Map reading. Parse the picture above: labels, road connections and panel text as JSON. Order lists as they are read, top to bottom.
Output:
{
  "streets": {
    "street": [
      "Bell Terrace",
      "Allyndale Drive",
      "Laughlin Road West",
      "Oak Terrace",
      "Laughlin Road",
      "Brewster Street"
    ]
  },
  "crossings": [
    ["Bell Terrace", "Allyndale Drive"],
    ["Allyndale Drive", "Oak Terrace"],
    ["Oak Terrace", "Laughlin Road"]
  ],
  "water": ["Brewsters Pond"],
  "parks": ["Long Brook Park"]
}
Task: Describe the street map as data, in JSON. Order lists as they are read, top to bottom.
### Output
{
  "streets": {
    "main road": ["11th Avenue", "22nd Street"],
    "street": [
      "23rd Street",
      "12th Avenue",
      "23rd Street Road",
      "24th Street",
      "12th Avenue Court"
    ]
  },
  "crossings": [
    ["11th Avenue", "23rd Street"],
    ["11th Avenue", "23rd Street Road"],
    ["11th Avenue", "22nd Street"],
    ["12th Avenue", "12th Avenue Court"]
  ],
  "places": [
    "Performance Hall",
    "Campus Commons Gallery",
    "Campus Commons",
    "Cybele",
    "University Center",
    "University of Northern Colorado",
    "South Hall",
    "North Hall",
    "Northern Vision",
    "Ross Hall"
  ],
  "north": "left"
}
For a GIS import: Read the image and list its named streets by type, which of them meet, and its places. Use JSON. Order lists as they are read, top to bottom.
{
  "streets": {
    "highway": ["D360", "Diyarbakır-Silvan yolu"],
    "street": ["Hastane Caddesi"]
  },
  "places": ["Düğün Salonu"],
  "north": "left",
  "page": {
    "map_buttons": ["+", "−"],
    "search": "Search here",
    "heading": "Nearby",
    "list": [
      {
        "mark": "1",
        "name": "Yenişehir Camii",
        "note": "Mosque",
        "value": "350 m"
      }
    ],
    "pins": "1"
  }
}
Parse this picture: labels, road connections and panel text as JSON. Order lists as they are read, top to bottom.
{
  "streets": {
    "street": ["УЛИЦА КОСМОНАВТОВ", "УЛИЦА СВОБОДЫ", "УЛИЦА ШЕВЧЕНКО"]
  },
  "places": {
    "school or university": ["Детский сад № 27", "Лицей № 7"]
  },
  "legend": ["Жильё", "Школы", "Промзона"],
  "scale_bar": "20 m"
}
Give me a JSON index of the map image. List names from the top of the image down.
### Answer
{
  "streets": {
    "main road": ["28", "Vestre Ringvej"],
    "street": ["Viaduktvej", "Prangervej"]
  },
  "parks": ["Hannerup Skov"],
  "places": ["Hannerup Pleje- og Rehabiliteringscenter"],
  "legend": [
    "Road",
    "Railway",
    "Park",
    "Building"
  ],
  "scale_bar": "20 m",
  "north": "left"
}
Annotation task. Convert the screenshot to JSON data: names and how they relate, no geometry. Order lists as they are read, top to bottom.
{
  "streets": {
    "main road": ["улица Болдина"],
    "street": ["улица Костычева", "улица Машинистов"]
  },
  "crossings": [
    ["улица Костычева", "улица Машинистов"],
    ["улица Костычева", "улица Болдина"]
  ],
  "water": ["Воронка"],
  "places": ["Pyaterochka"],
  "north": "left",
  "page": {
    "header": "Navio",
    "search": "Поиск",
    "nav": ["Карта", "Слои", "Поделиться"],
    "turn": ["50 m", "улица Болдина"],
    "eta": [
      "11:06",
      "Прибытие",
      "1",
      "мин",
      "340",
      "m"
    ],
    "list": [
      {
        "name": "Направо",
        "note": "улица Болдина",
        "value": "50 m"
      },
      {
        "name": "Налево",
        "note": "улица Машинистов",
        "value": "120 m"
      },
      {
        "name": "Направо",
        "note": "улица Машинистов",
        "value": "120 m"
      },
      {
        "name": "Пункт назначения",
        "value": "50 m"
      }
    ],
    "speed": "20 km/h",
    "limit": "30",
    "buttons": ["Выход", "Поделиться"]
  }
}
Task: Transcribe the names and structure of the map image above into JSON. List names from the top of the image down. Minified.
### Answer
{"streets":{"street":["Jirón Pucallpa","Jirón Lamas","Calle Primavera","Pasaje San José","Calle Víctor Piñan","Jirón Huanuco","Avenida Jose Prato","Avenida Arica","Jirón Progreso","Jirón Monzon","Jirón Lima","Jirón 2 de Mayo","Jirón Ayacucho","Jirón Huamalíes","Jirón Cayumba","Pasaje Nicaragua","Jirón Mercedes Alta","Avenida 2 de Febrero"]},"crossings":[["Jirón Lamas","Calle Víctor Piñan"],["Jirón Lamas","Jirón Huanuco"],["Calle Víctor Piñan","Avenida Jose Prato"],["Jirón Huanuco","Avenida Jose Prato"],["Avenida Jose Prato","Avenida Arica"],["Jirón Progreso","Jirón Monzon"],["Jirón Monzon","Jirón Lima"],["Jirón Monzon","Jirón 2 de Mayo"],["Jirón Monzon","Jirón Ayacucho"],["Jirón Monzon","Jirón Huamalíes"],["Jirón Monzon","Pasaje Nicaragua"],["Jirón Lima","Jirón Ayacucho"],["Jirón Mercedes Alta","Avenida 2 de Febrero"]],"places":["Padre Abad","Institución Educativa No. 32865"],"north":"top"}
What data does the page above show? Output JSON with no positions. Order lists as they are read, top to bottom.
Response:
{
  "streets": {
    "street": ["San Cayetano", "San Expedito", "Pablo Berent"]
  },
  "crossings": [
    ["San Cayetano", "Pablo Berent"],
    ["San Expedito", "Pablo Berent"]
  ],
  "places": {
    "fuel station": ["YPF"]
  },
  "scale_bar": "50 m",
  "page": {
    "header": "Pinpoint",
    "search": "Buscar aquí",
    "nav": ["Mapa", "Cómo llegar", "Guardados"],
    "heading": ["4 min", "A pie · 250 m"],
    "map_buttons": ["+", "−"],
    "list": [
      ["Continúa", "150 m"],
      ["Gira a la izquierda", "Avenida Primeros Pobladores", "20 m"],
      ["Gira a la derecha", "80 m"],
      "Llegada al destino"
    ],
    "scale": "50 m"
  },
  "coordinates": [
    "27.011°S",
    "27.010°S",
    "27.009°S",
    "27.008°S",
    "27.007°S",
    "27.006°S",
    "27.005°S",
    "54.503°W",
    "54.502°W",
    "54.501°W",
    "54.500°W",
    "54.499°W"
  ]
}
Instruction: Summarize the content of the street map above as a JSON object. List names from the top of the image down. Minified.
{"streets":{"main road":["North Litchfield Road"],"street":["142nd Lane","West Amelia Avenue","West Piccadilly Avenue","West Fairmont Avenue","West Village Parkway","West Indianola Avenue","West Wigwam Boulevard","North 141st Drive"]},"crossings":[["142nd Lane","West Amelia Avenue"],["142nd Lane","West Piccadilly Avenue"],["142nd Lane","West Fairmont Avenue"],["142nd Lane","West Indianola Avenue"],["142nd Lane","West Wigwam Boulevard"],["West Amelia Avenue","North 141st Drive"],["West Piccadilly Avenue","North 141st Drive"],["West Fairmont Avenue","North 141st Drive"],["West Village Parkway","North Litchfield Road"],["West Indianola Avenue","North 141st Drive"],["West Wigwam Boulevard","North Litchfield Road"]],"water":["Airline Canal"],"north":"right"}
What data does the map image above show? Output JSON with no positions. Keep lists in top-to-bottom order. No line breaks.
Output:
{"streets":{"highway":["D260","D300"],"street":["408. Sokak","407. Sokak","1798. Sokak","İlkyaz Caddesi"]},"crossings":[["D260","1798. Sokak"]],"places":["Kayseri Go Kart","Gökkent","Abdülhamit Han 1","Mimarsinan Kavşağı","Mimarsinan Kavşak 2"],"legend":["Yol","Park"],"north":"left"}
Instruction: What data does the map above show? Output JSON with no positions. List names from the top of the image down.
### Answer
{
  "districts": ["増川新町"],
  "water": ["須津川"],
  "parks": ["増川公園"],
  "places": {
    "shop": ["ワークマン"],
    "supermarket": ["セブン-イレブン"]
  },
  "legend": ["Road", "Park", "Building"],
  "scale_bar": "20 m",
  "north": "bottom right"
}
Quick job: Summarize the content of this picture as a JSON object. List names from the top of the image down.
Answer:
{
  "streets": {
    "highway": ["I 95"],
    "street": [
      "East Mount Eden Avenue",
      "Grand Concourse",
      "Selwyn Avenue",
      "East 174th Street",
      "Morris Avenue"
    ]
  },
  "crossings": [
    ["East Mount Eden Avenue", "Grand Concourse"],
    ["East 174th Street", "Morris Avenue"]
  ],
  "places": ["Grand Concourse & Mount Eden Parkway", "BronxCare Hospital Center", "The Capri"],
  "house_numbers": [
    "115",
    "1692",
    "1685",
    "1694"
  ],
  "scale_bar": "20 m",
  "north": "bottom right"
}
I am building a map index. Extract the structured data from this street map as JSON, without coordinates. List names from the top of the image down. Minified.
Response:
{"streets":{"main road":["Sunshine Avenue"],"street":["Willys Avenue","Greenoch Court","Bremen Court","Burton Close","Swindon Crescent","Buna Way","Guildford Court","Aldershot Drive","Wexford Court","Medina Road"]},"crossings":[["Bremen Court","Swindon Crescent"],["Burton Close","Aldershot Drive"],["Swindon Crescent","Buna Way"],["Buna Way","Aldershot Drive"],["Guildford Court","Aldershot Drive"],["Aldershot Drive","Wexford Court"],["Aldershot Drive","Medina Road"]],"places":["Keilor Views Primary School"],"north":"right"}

■ WHAT NEEDS TO BE DONE
Your task is to restate, word for word, only those lines above that fall between the line holding "What data does the map image" and the line holding "Quick job: Summarize", inclusive.

■ SOLUTION FOR THIS EXERCISE
What data does the map image above show? Output JSON with no positions. Keep lists in top-to-bottom order. No line breaks.
Output:
{"streets":{"highway":["D260","D300"],"street":["408. Sokak","407. Sokak","1798. Sokak","İlkyaz Caddesi"]},"crossings":[["D260","1798. Sokak"]],"places":["Kayseri Go Kart","Gökkent","Abdülhamit Han 1","Mimarsinan Kavşağı","Mimarsinan Kavşak 2"],"legend":["Yol","Park"],"north":"left"}
Instruction: What data does the map above show? Output JSON with no positions. List names from the top of the image down.
### Answer
{
  "districts": ["増川新町"],
  "water": ["須津川"],
  "parks": ["増川公園"],
  "places": {
    "shop": ["ワークマン"],
    "supermarket": ["セブン-イレブン"]
  },
  "legend": ["Road", "Park", "Building"],
  "scale_bar": "20 m",
  "north": "bottom right"
}
Quick job: Summarize the content of this picture as a JSON object. List names from the top of the image down.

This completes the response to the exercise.